NetBSD Problem Report #56328
From oster@gonzo.fween.ca Sat Jul 24 22:54:33 2021
Return-Path: <oster@gonzo.fween.ca>
Received: from mail.netbsd.org (mail.netbsd.org [199.233.217.200])
(using TLSv1.3 with cipher TLS_AES_256_GCM_SHA384 (256/256 bits))
(Client CN "mail.NetBSD.org", Issuer "mail.NetBSD.org CA" (not verified))
by mollari.NetBSD.org (Postfix) with ESMTPS id 203B01A921F
for <gnats-bugs@gnats.NetBSD.org>; Sat, 24 Jul 2021 22:54:33 +0000 (UTC)

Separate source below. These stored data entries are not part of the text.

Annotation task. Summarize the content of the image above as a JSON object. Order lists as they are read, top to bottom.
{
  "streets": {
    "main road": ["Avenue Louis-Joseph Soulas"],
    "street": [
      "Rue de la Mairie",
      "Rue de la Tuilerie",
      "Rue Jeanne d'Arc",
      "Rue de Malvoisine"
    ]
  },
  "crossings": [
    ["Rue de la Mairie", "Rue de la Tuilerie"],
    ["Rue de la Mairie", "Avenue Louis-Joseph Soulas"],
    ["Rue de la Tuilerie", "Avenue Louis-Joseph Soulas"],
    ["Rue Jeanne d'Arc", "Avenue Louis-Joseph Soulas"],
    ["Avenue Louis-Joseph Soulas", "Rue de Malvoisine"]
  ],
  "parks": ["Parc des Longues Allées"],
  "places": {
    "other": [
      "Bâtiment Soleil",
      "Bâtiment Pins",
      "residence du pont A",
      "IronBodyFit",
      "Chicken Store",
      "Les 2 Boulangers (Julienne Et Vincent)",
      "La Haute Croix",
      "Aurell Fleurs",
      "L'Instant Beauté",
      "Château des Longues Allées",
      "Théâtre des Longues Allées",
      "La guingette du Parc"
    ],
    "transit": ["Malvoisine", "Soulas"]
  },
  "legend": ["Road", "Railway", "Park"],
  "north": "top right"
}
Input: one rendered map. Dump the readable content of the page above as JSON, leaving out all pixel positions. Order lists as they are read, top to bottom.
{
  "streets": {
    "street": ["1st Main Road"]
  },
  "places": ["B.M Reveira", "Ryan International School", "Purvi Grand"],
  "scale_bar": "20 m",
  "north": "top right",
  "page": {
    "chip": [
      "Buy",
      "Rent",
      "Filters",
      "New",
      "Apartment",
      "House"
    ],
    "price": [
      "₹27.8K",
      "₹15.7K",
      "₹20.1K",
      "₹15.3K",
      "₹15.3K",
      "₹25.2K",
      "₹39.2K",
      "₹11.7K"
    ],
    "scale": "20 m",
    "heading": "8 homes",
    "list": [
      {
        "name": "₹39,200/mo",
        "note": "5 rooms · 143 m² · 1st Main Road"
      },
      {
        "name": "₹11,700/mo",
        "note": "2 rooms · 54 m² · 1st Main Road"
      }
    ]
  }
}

Message-Id: <20210724225430.F14A41047FB@gonzo.fween.ca>
Date: Sat, 24 Jul 2021 16:54:30 -0600 (CST)
From: oster@netbsd.org
Reply-To: oster@netbsd.org
To: gnats-bugs@NetBSD.org
Subject: XEN3_DOM0 bcount <= MAXPHYS panic...
X-Send-Pr-Version: 3.95
>Number: 56328
>Category: port-xen
>Synopsis: XEN3 DOM0 panic with bcount <= MAXPHYS in xbdback_xenbus.c
>Confidential: no
>Severity: critical
>Priority: high
>Responsible: jdolecek
>State: closed
>Class: sw-bug
>Submitter-Id: net
>Arrival-Date: Sat Jul 24 22:55:00 +0000 2021
>Closed-Date: Thu Jul 29 06:42:20 +0000 2021
>Last-Modified: Thu Jul 29 06:42:20 +0000 2021
>Originator: Greg Oster
>Release: NetBSD 9.99.87
>Organization:
>Environment:
System: NetBSD merlin 9.99.87 NetBSD 9.99.87 (XEN3_DOM0) #0: Fri Jul 23 22:39:05 CST 2021 oster@gonzo:/u1/builds/build350/src/obj/amd64/u1/builds/build350/src/sys/arch/amd64/compile/XEN3_DOM0 amd64
Architecture: x86_64
Machine: amd64
>Description:
When a Ubuntu 20.04.2 DOMU (with a 4.6.7 Linux kernel) is running on a
NetBSD 9.99.87 DOM0, the following panic is encountered:
[50.8700852] panic: kernel diagnostic assertion "bcount <= MAXPHYS" failed:
file "/u1/builds/build358/src/sys/arch/xen/xen/xbdback_xenbus.c", line 1320
[50.8700852] cpu0: Begin traceback...
[50.8700852] vpanic() at netbsd:vpanic+0x14a
[50.8700852] kern_assert at netbsd:kern_assert+0x4b
[50.8700852] xbdback_co_io_gotio() at netbsd:xbdback_co_io_gotio+0x202
[50.8700852] xbdback_thread() at netbsd:xbdback_thread+0x9b
[50.8700852] cpu0: End traceback...
when the domain is started.
>How-To-Repeat:
Upgrade a DOM0 kernel from NetBSD 9.2 to 9.99.87. Watch the machine panic
after starting DOMUs. Hunt for a fix, and discover that bcount is
MAXPHYS+PAGE_SIZE (i.e. 69632), and that there are 16 segments in the IO
that is failing. Wonder how a DOMU could have issued an IO larger than
MAXPHYS, and then realize the Ubuntu DOMU might be doing that. Test booting
without the Ubuntu DOMU, and it works fine. Add Ubuntu DOMU back, and it fails.
Ubuntu DOMU is:
Welcome to Ubuntu 20.04.2 LTS (GNU/Linux 4.6.7-040607-generic x86_64)
>Fix:
Please. :)
(I'm happy to help test any proposed fix, as it's easy to replicate the issue
on my Xen machine.)
>Release-Note:
>Audit-Trail:
Responsible-Changed-From-To: port-xen-maintainer->jdolecek
Responsible-Changed-By: jdolecek@NetBSD.org
Responsible-Changed-When: Sun, 25 Jul 2021 06:18:53 +0000
Responsible-Changed-Why:
I'll check this. It's either Linux kernel not honoring max number of segments,
or an off-by-one on our side setting it.
From: mlelstv@serpens.de (Michael van Elst)
To: gnats-bugs@netbsd.org
Cc:
Subject: Re: port-xen/56328 (XEN3 DOM0 panic with bcount <= MAXPHYS in xbdback_xenbus.c)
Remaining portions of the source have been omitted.